** Data block **
---+---
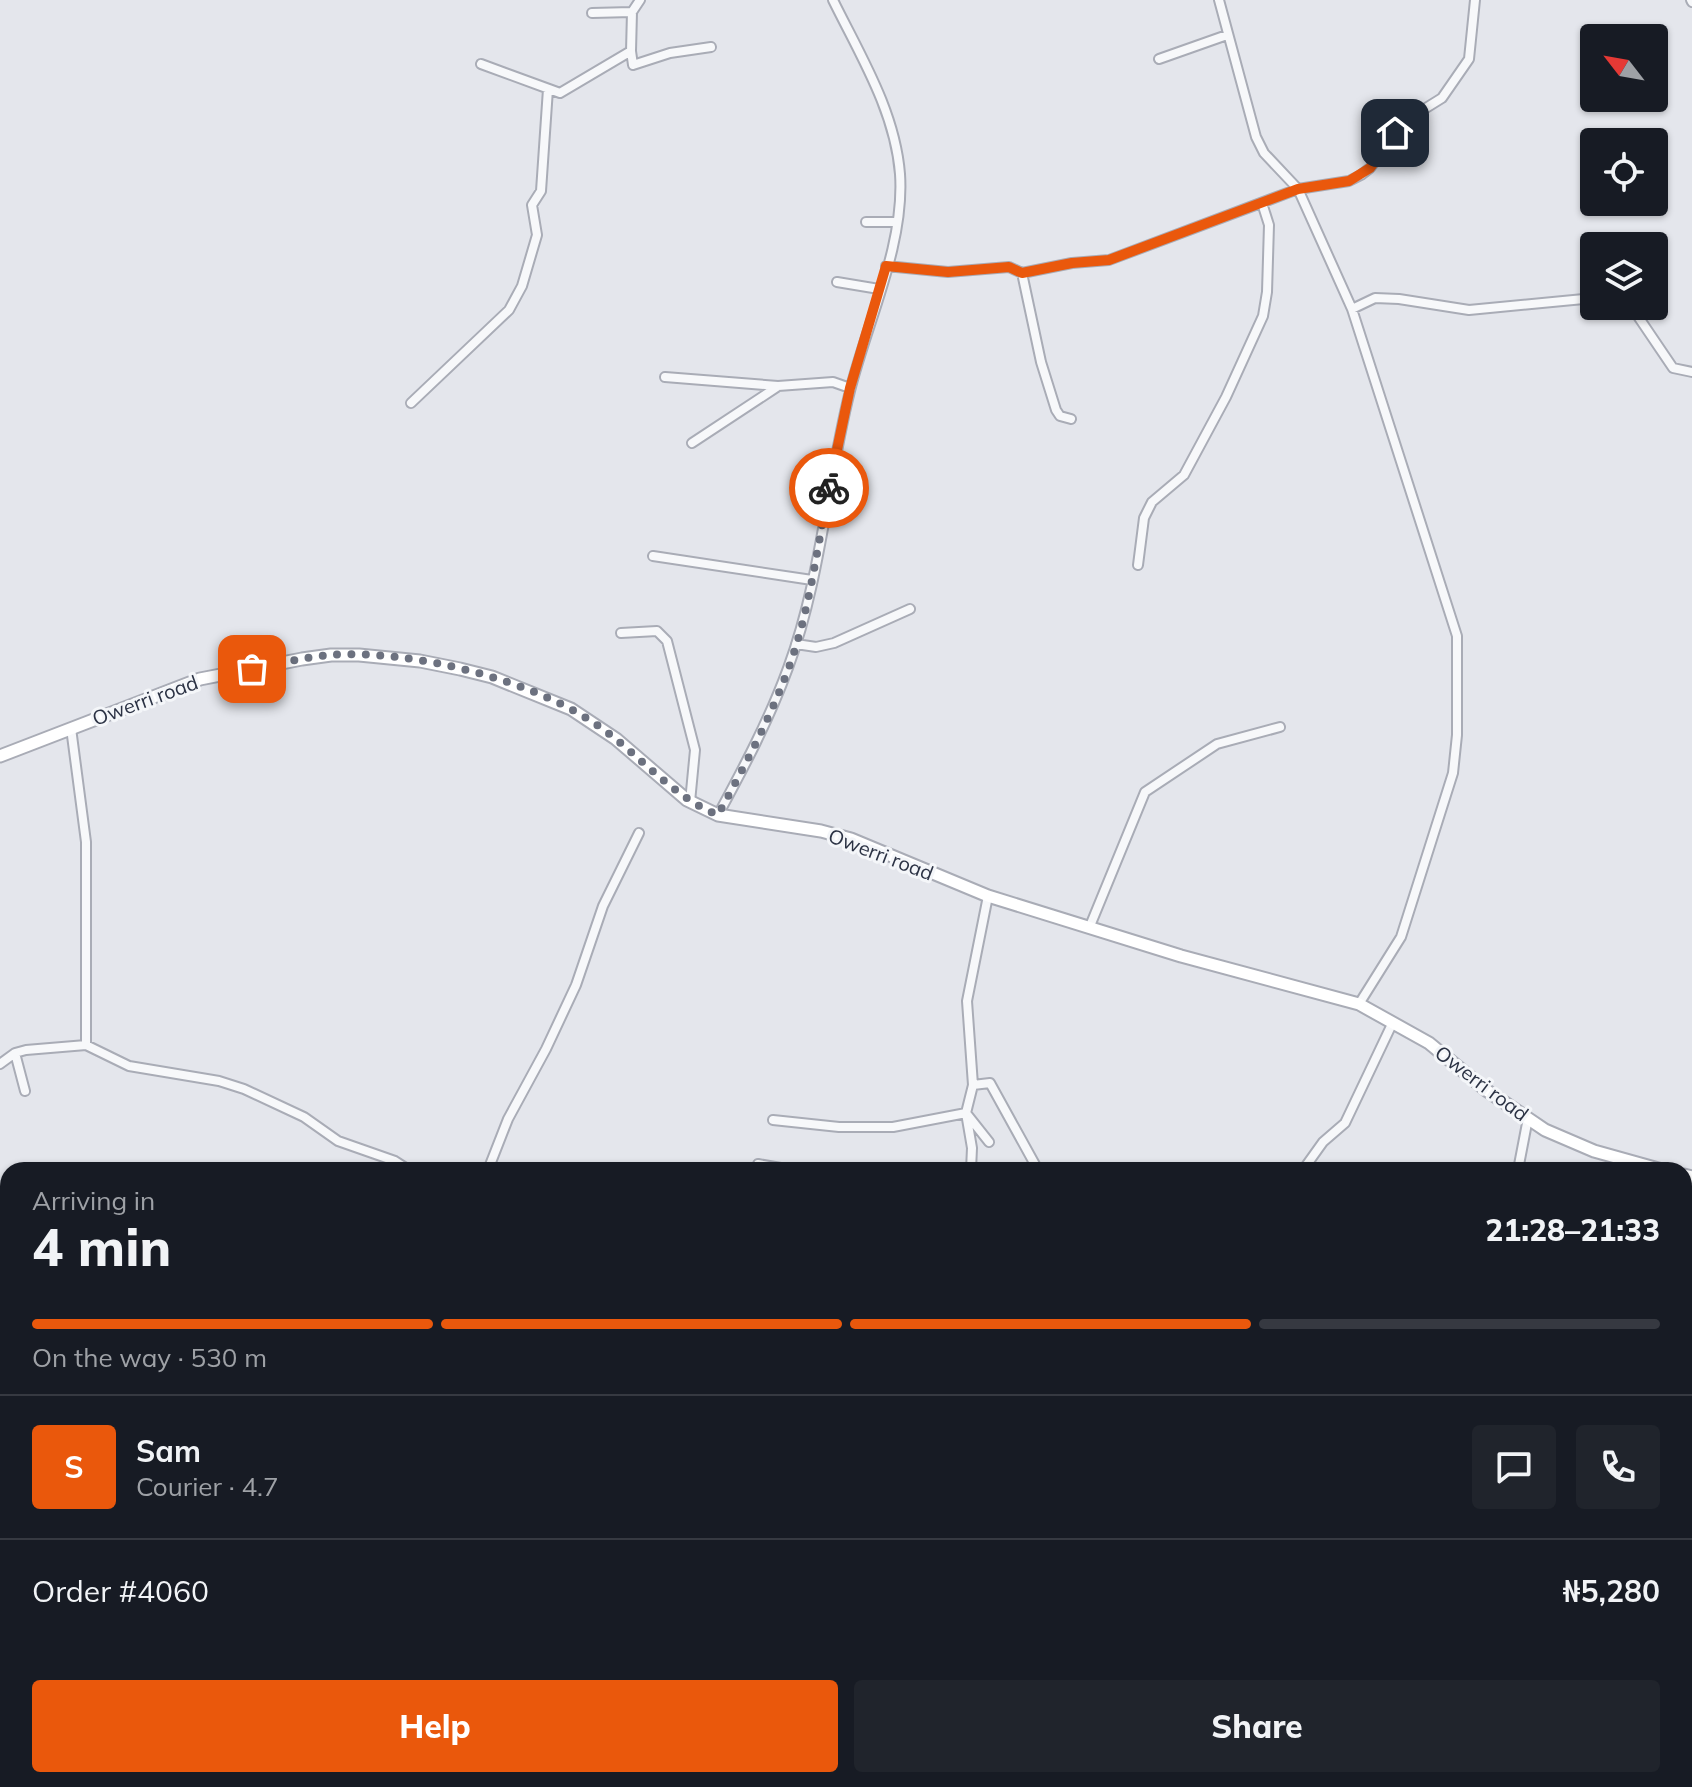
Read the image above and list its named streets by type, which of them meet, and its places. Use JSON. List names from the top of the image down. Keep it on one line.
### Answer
{"streets":{"main road":["Owerri road"]},"north":"top left","page":{"heading":["4 min","Arriving in","21:28–21:33"],"panel":["Sam","Courier · 4.7","Order #4060","₦5,280"],"bar":"On the way · 530 m","round":"S","buttons":["Help","Share"]}}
---+---
** Work instructions **
Repeat the listing above word for word. Do not include the pictures.

** Exercise solution **
Read the image above and list its named streets by type, which of them meet, and its places. Use JSON. List names from the top of the image down. Keep it on one line.
### Answer
{"streets":{"main road":["Owerri road"]},"north":"top left","page":{"heading":["4 min","Arriving in","21:28–21:33"],"panel":["Sam","Courier · 4.7","Order #4060","₦5,280"],"bar":"On the way · 530 m","round":"S","buttons":["Help","Share"]}}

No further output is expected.